Wednesday, December 20, 2023

Book Review: Inside the Boardroom

 

Book Review:

Inside the Board Room- How Behaviour Trumps Rationality” 

By R Gopalakrishnan and Tulsi Jayakumar, 

Rupa Publications 2023

 



On Board

The authors of this timely book; R Gopalakrishnan with his over 55 years of experience in leading Indian Corporations in various capacities from a trainee engineer in Hindustan Lever to leadership of several boards and Tulsi Jayakumar interested in family businesses, as an academic teaching management studies, have provided us with a delightful and useful work.

As the name suggests the book deals with what happens in a board room of different types of companies; professionally managed, family owned, promoter driven, large and small enterprises.

While the owners’, promoters’ role in the business dynamics of an enterprise is also discussed the focus of the book is the role of the CEO and the independent directors on the board.

The book briefly traces the evolution of corporate India’s board room particularly in the light of Cadbury Committee recommendations in 1992 in UK and the churn that resulted in the J J Irani Committee recommending changes in the Company law in India that led to the new version of the Company Law in 2005.

The Cadbury Committee had recommended that companies voluntarily accept: separation of roles of chairman and CEO; a majority in the board of independent directors; non-executive directors to be in the majority on the remuneration committee and playing active role in the audit committee. Though it was a UK focused report it had great influence on the evolution of corporate governance internationally.

Even in India it led later to the introduction of independent directors in all public companies, though not a majority; awareness about women in board rooms; need for diversity among independent directors in general and so on.

In this reviewer’s opinion the book is compulsory reading material not only for all corporate board members but also for management students and students aspiring to become company secretaries, compliance officers, market analysts and equity researchers etc.
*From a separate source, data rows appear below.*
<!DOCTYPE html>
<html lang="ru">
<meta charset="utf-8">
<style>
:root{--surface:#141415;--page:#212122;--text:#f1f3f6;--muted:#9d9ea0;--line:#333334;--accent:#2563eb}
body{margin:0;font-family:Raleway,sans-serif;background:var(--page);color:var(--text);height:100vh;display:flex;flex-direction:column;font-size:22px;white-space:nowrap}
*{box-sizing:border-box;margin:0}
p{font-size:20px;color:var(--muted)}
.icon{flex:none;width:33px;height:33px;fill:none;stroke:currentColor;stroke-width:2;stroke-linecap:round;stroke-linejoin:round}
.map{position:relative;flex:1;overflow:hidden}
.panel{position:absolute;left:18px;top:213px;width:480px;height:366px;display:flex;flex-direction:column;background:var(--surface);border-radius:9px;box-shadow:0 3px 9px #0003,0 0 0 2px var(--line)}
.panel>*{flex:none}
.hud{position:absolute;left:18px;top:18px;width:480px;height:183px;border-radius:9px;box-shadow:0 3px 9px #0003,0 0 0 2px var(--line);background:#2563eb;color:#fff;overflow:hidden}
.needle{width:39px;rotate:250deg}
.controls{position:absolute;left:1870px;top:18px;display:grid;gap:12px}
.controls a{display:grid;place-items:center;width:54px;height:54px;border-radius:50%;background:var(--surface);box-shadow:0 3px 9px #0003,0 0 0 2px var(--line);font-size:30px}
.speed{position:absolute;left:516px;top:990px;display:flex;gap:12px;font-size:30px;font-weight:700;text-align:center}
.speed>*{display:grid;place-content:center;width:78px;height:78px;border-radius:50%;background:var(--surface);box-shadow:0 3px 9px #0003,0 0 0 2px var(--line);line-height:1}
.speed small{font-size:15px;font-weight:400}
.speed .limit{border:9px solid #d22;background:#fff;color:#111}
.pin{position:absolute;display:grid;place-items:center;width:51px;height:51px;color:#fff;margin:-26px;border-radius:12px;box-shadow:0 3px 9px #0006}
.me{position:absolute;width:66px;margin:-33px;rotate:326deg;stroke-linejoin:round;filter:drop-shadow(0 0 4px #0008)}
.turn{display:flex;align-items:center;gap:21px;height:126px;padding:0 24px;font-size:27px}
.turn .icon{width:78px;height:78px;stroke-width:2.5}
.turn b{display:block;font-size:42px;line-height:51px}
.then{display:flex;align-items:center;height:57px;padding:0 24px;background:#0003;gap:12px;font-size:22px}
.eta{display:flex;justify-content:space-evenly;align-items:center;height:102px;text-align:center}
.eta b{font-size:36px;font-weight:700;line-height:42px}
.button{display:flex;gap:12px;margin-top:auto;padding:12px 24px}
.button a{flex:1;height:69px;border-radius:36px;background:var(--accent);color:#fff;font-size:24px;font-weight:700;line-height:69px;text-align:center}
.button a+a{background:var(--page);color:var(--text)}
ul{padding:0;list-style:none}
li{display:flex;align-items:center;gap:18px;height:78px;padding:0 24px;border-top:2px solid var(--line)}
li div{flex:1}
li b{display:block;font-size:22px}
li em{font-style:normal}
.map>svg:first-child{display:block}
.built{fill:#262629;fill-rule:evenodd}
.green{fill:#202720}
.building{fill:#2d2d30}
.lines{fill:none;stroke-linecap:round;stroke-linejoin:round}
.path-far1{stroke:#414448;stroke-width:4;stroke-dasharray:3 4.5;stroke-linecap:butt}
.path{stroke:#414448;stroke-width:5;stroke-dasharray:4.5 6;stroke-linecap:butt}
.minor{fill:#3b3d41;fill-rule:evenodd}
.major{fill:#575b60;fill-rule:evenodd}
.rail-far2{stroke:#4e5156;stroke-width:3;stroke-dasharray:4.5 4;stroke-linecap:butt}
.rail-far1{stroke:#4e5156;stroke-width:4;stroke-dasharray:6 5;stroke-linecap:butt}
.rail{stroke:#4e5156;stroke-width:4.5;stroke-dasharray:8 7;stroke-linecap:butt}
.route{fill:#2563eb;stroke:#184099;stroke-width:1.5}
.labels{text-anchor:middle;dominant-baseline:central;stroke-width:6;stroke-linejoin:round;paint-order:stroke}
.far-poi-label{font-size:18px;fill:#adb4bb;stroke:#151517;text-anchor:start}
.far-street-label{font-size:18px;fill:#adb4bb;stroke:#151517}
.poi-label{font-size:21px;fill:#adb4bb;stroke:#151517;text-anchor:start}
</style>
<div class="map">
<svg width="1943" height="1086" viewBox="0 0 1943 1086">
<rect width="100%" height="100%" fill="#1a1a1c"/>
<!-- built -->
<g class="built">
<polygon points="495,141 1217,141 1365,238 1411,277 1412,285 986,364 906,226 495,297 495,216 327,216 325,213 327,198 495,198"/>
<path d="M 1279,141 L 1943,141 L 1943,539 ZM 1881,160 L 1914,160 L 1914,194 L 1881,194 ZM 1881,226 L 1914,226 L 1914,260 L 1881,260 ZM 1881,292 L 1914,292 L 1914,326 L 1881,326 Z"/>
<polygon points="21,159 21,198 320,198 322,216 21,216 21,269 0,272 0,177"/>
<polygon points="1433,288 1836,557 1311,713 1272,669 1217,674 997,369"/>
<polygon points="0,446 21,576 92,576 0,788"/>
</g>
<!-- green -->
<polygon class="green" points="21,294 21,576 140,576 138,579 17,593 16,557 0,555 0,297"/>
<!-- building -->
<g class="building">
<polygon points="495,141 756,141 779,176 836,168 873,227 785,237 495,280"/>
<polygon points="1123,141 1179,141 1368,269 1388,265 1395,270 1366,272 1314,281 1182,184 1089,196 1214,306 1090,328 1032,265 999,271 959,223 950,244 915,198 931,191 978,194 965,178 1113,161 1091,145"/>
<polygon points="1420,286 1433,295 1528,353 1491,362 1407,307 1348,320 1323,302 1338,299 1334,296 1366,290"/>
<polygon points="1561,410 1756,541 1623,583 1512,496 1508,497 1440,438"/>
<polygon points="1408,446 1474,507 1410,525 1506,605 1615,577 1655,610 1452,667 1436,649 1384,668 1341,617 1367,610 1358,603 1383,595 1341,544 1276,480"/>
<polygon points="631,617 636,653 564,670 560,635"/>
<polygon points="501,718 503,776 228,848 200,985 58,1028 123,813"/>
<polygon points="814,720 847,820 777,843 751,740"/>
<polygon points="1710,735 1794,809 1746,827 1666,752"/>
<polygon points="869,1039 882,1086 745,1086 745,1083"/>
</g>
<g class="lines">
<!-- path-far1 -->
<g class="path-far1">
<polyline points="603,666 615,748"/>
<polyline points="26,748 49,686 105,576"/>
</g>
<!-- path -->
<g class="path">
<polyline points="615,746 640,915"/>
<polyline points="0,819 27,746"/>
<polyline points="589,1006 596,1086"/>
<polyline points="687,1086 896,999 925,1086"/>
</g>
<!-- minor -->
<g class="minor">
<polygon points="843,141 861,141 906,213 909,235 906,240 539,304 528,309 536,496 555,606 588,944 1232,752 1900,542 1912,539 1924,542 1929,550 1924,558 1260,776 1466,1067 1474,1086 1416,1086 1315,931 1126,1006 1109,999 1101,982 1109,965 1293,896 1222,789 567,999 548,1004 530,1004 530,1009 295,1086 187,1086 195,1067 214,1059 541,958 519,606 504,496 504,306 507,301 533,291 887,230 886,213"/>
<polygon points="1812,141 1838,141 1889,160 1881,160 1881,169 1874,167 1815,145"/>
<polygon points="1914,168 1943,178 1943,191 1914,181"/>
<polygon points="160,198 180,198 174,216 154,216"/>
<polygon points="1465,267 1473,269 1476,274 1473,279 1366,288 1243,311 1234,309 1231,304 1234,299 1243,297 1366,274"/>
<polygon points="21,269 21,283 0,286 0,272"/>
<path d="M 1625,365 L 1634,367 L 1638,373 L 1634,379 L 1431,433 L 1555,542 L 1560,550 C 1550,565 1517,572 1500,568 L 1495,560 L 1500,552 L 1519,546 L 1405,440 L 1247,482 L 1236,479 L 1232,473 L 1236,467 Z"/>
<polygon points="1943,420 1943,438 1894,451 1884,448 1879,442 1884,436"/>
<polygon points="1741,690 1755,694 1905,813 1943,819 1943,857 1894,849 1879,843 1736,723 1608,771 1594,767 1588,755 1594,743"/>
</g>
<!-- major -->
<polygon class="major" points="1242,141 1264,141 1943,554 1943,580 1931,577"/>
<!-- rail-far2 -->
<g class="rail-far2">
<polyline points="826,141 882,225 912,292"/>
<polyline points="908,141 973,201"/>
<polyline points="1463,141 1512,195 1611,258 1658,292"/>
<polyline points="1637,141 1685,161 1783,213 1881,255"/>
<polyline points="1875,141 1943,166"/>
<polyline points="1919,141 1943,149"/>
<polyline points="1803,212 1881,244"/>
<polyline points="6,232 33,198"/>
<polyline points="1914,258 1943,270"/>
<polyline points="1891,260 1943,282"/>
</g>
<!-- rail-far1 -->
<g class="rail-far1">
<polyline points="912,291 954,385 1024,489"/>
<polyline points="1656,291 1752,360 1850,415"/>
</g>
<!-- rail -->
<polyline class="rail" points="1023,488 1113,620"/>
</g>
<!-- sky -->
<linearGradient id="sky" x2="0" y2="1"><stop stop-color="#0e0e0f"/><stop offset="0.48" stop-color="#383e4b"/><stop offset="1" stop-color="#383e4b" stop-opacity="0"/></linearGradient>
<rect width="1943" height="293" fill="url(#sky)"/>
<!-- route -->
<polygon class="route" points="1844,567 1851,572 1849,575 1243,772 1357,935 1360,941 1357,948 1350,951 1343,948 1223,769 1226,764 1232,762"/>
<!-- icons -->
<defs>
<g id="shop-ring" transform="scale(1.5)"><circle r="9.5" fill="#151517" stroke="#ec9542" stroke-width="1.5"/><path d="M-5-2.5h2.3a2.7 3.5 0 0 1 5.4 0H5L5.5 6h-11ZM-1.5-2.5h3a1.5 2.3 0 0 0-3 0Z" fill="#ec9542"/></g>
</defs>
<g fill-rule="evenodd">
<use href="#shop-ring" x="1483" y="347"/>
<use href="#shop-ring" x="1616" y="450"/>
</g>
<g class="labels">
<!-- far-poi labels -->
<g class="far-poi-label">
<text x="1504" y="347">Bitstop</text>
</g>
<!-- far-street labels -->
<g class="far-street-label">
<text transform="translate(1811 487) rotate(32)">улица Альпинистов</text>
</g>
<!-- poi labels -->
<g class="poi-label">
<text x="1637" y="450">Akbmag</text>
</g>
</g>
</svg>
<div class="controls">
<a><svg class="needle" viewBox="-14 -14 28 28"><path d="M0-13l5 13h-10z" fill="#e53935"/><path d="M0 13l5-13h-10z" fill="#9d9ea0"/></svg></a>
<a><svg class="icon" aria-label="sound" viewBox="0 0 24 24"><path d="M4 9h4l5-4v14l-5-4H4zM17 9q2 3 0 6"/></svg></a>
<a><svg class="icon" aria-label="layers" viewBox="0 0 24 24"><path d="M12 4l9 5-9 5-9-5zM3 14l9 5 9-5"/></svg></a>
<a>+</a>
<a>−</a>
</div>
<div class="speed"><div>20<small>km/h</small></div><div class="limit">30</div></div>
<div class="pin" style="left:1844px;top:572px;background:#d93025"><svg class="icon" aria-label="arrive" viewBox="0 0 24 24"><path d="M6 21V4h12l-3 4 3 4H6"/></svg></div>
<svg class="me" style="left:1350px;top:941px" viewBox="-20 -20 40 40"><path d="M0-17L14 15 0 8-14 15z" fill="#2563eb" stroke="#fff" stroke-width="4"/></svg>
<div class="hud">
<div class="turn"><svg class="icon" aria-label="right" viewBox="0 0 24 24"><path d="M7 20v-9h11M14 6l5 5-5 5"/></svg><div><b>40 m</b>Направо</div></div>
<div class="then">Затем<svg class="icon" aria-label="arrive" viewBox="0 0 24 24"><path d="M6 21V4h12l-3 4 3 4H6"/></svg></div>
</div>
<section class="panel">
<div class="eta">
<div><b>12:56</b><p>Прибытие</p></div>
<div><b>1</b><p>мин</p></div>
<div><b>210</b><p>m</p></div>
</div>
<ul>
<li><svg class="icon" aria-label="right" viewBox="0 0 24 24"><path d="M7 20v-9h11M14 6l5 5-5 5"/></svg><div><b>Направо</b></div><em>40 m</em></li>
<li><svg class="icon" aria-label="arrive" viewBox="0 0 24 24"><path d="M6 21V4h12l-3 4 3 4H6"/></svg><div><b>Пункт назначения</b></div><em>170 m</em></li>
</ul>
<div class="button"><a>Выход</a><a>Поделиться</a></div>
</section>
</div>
The authors however continually stress that mandated or voluntarily accepted compliance standards and norms go only thus far and no further like the laws and constitutions. A more important and tricky factor in the board room, the authors point out, is behavioural. They posit that these issues play a very important role in board room dynamics.

That is what makes this slim book an interesting read and novel in approach.

They illustrate their thesis with innumerable cases studies of business failures that can be traced back to board room dynamics that stymied any course correction in time for these corporations. They draw their brief lessons; without falling into to the pitfall of merely compiling case studies in corporate governance; from the global as well as Indian corporate history.

The pages are enriched by a wide variety of stories from Enron, Worldcomm, Unilever, Lehman Brothers, Nestle, Rajat Gupta episode and dozens of others from global corporations. From the Indian corporate sector we have examples from YES Bank, Kingfisher Airlines, Ranbaxy, Satyam, Jet Airways, Tata Finance, HLL and several unnamed ones narrated anecdotally by R Gopalakrishnan.

The personal experiences and anecdotes from more than 20 company boards of which “Gopal” ( a third person short form used by R Gopalakrishnan in the book) was a part of; some as an executive director and many as an independent director, make the discussion more interesting and less a B-schoolish.

In the case of a business failure or a hint of a scam or unethical practices of a company the public opinion is almost always unmindful of explanations and excuses provided by the tainted leadership ie promoters. But the media and public make an equally searing criticism of the role of independent directors on the board, who often have impeccable credentials. “What were they doing all this time other than collecting hefty sitting fees and enjoying hospitality and other perks!” is a common refrain post facto.

Thus the question arises about the role of independent directors in the board, their fiduciary responsibility to keep in mind the overall sustained and sustainable growth of the company and the interests of minority and retail investors, whose interests they are supposed to protect at the same time not appearing to be obstructionist and perennially conservative and status-quoist on important matters in the board and so on. Easier said than done.

So the book deals at length with various tricky scenarios in the board and how independent directors should successfully navigate through them, how they should be aware of early warning signals of trouble, how they should at the same time contribute positively to the board proceedings to push for timely course correction, use their specialist knowledge for which they have been chosen to be on the board in the first place and so on.

The book provides many tips called mantras to provide an Indian touch to the discussion for all parts of the board, the leadership, the independent directors and CEO on how to carry out their fiduciary responsibilities and balance conflicting pulls and pushes.

The astute observations made by authors on behavior in board room have their reflection in fact in any group, organization, family scenarios. Thus the reader who may have nothing to do with board rooms also comes up with many a ‘aha’ moment.